Заслушавшийся прохожий неожиданно выкрикивает Нестеренко: «Чё ты несешь! — смотрит с отвращением на журналистов, снова кричит: — Такую *** снимаете!»
Спустя час после начала пикета к Нестеренко все-таки подходит полицейский, спрашивает документы. Привычным движением, не прерывая рассказ о преступлениях Сталина, Нестеренко достает паспорт. Все тем же лекторским тоном объясняет, что он «признанная жертва политических репрессий» и что было в доме, у которого он стоит. Пока один сотрудник полиции записывает паспортные данные, второй фотографирует плакаты и самого Нестеренко. Тот как ни в чем не бывало продолжает давать интервью. За эти пять лет он всего раз попал в отделение на Китай-городе. Там полицейские пробили его по базе, сказали, что он «не их клиент», и отпустили. Нестеренко, кажется, не обратил на это большого внимания: «Все страхи, которые сегодня, ни в какое сравнение не идут с тем страхом, в который загнал всю страну Сталин».
«Что правительство примет, то здесь и будет»
Фото: Глеб Лиманский / «Новая газета»
Сегодня Нестеренко пришел не один, к нему присоединилась Анна, скромная коротко стриженная брюнетка, с 2011 года собирающая вместе с Нестеренко подписи за создание на месте «расстрельного дома» музея.

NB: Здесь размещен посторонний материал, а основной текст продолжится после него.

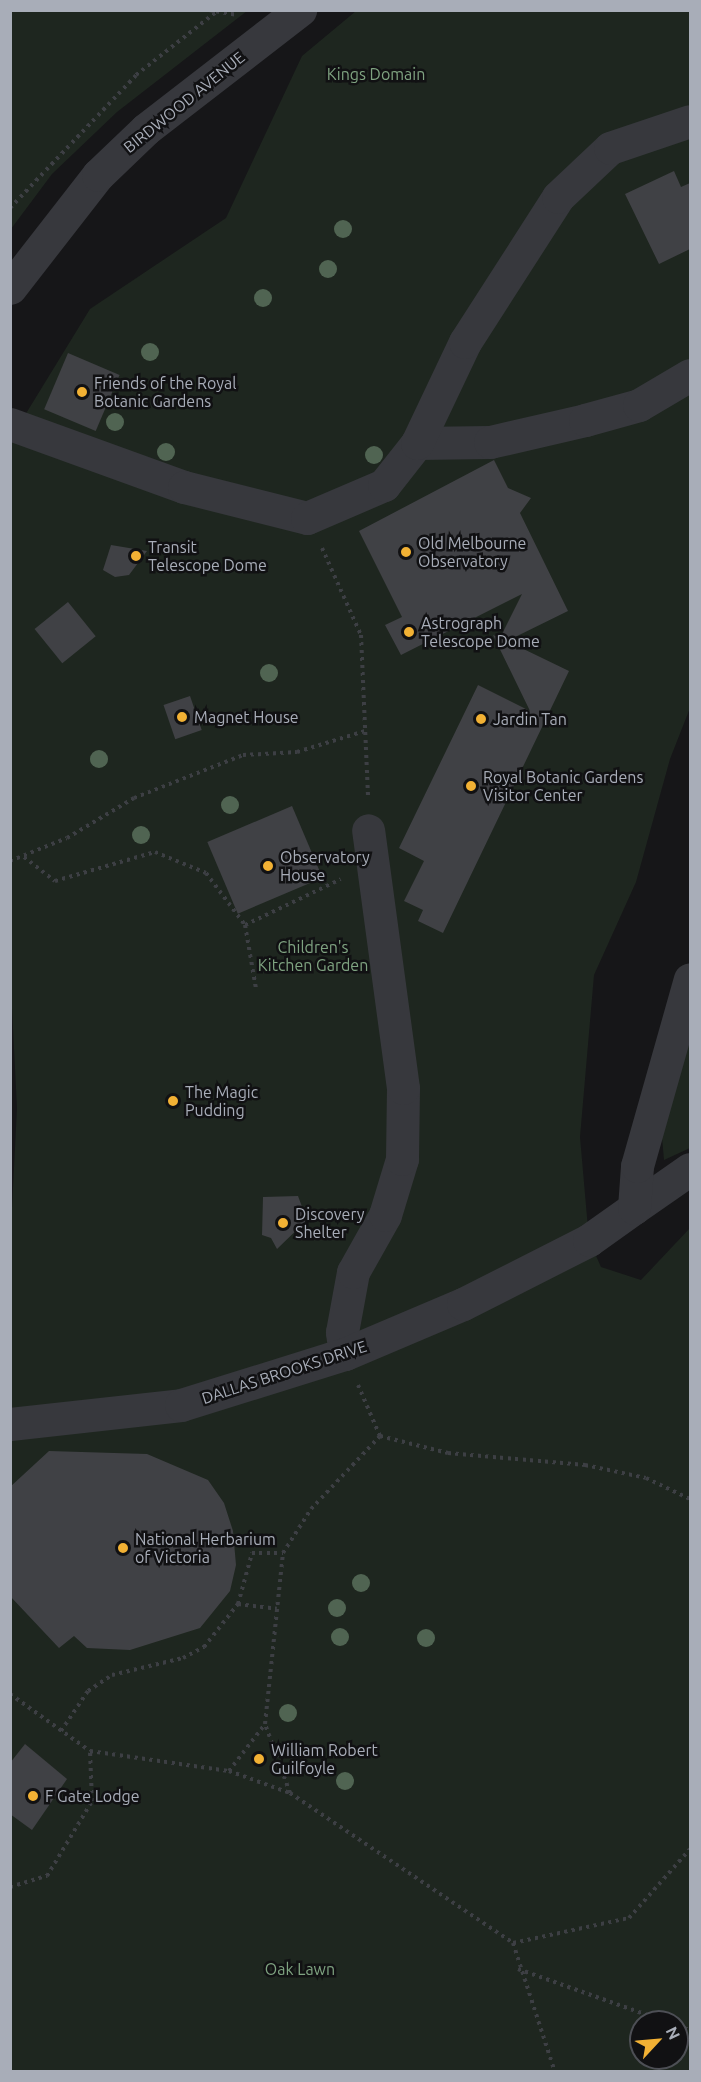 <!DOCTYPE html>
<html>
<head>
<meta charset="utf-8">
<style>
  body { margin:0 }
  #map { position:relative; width:701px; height:2082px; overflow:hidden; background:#161618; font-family:Ubuntu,sans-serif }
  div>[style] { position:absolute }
  .green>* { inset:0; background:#1e261f }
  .building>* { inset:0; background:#404145; transform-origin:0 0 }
  .path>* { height:4px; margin-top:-2px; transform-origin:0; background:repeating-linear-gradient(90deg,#3d3f44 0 3px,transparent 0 7.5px) }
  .minor>* { height:33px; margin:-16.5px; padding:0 16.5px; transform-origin:16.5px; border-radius:16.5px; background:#37383d }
  .trees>* { width:18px; height:18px; margin:-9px; border-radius:50%; background:#506452 }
  .dots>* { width:16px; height:16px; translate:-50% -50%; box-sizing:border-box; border:3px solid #111113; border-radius:50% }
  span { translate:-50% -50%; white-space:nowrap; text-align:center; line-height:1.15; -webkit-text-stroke:5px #111113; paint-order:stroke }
  .park-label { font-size:16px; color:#7fa381 }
  .street-label { font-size:16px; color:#a8adb8 }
  .poi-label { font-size:16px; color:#a8adb8 }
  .left { translate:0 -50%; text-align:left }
  .frame { position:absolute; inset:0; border:12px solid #a8adb8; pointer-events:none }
  .north { position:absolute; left:629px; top:2010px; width:60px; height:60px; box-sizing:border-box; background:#111113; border:2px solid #4d4f55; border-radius:50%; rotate:64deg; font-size:16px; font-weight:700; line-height:24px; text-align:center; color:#a8adb8 }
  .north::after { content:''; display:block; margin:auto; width:21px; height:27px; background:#f2b134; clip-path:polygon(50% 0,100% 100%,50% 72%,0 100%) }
</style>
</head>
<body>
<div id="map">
  <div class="green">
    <div style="clip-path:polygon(11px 10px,247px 10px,247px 11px,117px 112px,52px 174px,11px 229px)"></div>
    <div style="clip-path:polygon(evenodd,356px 11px,690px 11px,690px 708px,670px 759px,636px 882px,594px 975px,580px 1137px,589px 1240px,601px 1267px,641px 1280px,690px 1228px,690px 2071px,11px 2072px,10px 1248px,17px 1108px,10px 968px,11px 438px,90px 309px,226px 218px,302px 56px,356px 11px,641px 2022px,677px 2022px,677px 2058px,641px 2058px,641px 2022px)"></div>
    <div style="clip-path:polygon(690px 1040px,690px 1148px,664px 1160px,661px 1126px)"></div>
  </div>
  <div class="building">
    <div style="clip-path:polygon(674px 171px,681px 187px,690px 183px,690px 249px,659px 264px,625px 194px)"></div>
    <div style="left:68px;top:353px;width:56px;height:61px;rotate:23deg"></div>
    <div style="clip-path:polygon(494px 460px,508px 488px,531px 498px,520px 513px,568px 611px,507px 641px,569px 671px,443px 933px,418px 921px,423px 910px,404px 901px,424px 861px,399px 848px,478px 685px,530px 711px,493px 635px,500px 638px,522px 594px,401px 655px,385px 625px,402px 617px,359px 531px)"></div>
    <div style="clip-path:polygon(111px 545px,147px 551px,129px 575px,115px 577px,103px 570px)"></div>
    <div style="left:68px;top:602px;width:44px;height:43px;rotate:51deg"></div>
    <div style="left:190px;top:696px;width:36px;height:28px;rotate:71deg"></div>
    <div style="left:292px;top:806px;width:78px;height:92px;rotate:67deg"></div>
    <div style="clip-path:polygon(298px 1196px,307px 1220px,277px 1249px,271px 1238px,262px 1235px,263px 1197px)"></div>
    <div style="clip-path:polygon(49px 1451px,147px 1454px,208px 1480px,224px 1503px,233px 1531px,236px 1565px,230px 1591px,200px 1628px,130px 1650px,87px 1648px,74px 1636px,59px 1648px,10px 1596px,10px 1487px)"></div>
    <div style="clip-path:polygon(25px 1744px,67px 1779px,32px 1830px,10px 1814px,10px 1763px)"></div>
  </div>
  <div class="path">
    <div style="left:209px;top:10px;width:29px;rotate:10deg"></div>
    <div style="left:10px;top:208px;width:183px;rotate:-46.5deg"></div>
    <div style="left:136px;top:75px;width:102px;rotate:-38.2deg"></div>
    <div style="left:322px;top:548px;width:95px;rotate:65.9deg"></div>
    <div style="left:361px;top:635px;width:161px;rotate:87.5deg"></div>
    <div style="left:24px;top:857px;width:39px;rotate:38deg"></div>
    <div style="left:55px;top:881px;width:104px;rotate:-16.2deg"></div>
    <div style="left:155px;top:852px;width:55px;rotate:22.4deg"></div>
    <div style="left:206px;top:873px;width:65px;rotate:53.1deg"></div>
    <div style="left:245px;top:925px;width:65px;rotate:80.2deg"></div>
    <div style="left:10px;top:861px;width:61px;rotate:-22deg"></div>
    <div style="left:67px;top:838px;width:78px;rotate:-30.8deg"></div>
    <div style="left:134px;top:798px;width:117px;rotate:-21.5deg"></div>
    <div style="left:243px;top:755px;width:54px;rotate:-3.2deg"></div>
    <div style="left:297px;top:752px;width:74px;rotate:-17.2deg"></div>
    <div style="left:245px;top:925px;width:106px;rotate:-25.6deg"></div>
    <div style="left:358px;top:1385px;width:56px;rotate:66.7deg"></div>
    <div style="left:380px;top:1436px;width:70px;rotate:14deg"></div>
    <div style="left:448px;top:1453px;width:138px;rotate:5deg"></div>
    <div style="left:585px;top:1465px;width:62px;rotate:12deg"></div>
    <div style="left:646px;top:1478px;width:49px;rotate:25.5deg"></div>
    <div style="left:238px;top:1604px;width:53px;rotate:-74.6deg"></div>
    <div style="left:252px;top:1553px;width:31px"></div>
    <div style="left:10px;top:1694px;width:98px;rotate:35.5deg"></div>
    <div style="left:90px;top:1751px;width:140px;rotate:8.2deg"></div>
    <div style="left:229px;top:1771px;width:65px;rotate:19.8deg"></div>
    <div style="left:290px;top:1793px;width:269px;rotate:33.9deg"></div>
    <div style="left:513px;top:1943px;width:136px;rotate:72deg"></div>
    <div style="left:61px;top:1731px;width:48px;rotate:-56deg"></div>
    <div style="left:88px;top:1691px;width:29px;rotate:-34deg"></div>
    <div style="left:112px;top:1675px;width:73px;rotate:-13.5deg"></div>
    <div style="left:183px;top:1658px;width:24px;rotate:-28deg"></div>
    <div style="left:204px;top:1647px;width:55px;rotate:-51.7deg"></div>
    <div style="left:238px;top:1604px;width:39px;rotate:7deg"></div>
    <div style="left:229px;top:1771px;width:59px;rotate:-52.5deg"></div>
    <div style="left:290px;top:1793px;width:73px;rotate:-109.9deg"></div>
    <div style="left:265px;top:1724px;width:172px;rotate:-84deg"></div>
    <div style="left:283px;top:1553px;width:52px;rotate:-57.5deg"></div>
    <div style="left:311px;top:1509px;width:100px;rotate:-46.6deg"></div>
    <div style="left:10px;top:1887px;width:39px;rotate:-17deg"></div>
    <div style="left:47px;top:1876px;width:87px;rotate:-59deg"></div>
    <div style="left:92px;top:1801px;width:50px;rotate:-92.3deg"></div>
    <div style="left:513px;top:1943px;width:119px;rotate:-12.2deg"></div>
    <div style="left:629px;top:1918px;width:92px;rotate:-48.5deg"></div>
    <div style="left:518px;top:1969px;width:158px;rotate:19.6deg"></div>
    <div style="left:677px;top:2026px;width:14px;rotate:17deg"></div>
  </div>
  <div class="minor">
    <div style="left:10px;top:288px;width:143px;rotate:-52.1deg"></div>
    <div style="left:98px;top:175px;width:66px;rotate:-43.8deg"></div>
    <div style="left:146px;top:129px;width:195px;rotate:-37.7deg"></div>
    <div style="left:10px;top:424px;width:185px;rotate:19.9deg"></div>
    <div style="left:184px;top:487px;width:127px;rotate:14.1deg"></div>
    <div style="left:307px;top:518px;width:84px;rotate:-23.2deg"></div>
    <div style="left:384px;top:485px;width:53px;rotate:-51.8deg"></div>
    <div style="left:417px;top:443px;width:73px;rotate:-0.8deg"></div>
    <div style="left:490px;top:442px;width:98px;rotate:-13deg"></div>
    <div style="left:585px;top:420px;width:56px;rotate:-15.5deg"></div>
    <div style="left:639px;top:405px;width:59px;rotate:-30.5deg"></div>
    <div style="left:417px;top:443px;width:112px;rotate:-64.6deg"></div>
    <div style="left:465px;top:342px;width:172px;rotate:-57.3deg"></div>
    <div style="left:558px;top:197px;width:71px;rotate:-43.3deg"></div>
    <div style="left:610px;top:148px;width:84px;rotate:-18.6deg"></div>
    <div style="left:634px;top:1208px;width:68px;rotate:-34.9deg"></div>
    <div style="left:345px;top:1354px;width:22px;rotate:-98deg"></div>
    <div style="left:342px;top:1332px;width:61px;rotate:-79.6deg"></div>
    <div style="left:353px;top:1272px;width:65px;rotate:-60.7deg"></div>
    <div style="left:385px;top:1215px;width:59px;rotate:-73.1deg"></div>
    <div style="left:402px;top:1159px;width:71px;rotate:-89.2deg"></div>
    <div style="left:403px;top:1088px;width:260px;rotate:-97.7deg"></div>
    <div style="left:10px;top:1424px;width:172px;rotate:-6.3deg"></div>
    <div style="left:181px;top:1405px;width:172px;rotate:-17.3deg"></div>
    <div style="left:345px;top:1354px;width:128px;rotate:-23deg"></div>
    <div style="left:463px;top:1304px;width:141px;rotate:-26.9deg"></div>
    <div style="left:589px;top:1240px;width:55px;rotate:-35.4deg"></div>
    <div style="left:634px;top:1208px;width:42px;rotate:-85.9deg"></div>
    <div style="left:637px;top:1166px;width:194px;rotate:-74.2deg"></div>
  </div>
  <div class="trees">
    <div style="left:343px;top:229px"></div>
    <div style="left:328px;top:269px"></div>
    <div style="left:263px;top:298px"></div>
    <div style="left:150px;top:352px"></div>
    <div style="left:115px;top:422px"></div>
    <div style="left:166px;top:452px"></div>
    <div style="left:374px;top:455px"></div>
    <div style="left:269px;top:673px"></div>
    <div style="left:99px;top:759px"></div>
    <div style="left:230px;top:805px"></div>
    <div style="left:141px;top:835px"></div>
    <div style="left:361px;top:1583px"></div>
    <div style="left:337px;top:1608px"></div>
    <div style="left:340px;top:1637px"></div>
    <div style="left:426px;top:1638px"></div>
    <div style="left:288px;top:1713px"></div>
    <div style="left:345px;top:1781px"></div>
  </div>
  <div class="dots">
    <div style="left:82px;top:392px;background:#f2b134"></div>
    <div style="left:406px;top:552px;background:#f2b134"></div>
    <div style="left:136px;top:556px;background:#f2b134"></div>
    <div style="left:409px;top:632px;background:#f2b134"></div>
    <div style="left:182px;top:717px;background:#f2b134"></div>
    <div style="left:481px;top:719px;background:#f2b134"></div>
    <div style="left:471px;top:786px;background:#f2b134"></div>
    <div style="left:268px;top:866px;background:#f2b134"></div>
    <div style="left:173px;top:1101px;background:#f2b134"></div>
    <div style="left:283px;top:1223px;background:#f2b134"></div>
    <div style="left:123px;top:1548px;background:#f2b134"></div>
    <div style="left:259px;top:1759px;background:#f2b134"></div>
    <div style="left:33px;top:1796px;background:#f2b134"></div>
  </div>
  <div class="park-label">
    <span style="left:376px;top:74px">Kings Domain</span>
    <span style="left:313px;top:956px">Children's<br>Kitchen Garden</span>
    <span style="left:300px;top:1969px">Oak Lawn</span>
  </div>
  <div class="street-label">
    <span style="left:184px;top:102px;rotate:-39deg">BIRDWOOD AVENUE</span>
    <span style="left:284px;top:1372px;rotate:-18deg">DALLAS BROOKS DRIVE</span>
  </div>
  <div class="poi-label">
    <span class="left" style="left:94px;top:392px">Friends of the Royal<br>Botanic Gardens</span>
    <span class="left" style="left:418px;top:552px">Old Melbourne<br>Observatory</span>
    <span class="left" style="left:148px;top:556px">Transit<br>Telescope Dome</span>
    <span class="left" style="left:421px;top:632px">Astrograph<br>Telescope Dome</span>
    <span class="left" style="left:194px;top:717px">Magnet House</span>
    <span class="left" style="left:493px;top:719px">Jardin Tan</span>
    <span class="left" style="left:483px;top:786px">Royal Botanic Gardens<br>Visitor Center</span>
    <span class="left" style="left:280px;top:866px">Observatory<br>House</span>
    <span class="left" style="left:185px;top:1101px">The Magic<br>Pudding</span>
    <span class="left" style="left:295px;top:1223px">Discovery<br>Shelter</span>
    <span class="left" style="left:135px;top:1548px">National Herbarium<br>of Victoria</span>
    <span class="left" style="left:271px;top:1759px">William Robert<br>Guilfoyle</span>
    <span class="left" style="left:45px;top:1796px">F Gate Lodge</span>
  </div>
  <div class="frame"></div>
  <div class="north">N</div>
</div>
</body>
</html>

— Это сейчас мы здесь с Аней вдвоем, а так здесь со мной огромное количество людей побывало, — объясняет Нестеренко.
В 2011 году Анна, тогда работавшая медсестрой, увидела акцию Нестеренко и стала выходить вместе с ним. История Анны тоже типична: прадед раскулачен, муж бабушки сидел. Его друзья-сидельцы, сталинские зэки, приходили к ним в гости. «В детстве мне очень странно было, что многие зэки с лагерными привычками — из дворян. Кто-то режиссер по профессии, кто-то художник… Бабушкин муж, Андрей Винницкий, — режиссер-документалист. В 1946 году он получил специальный приз жюри на Каннском фестивале. А в 1949-м его посадили и дали восемь лет. Он вышел, но снимать ему больше не давали… Мои воспоминания из детства: сидит бабушка с друзьями, творческими людьми, интеллигенцией. А приглядишься: тот сидел, тот сидел…»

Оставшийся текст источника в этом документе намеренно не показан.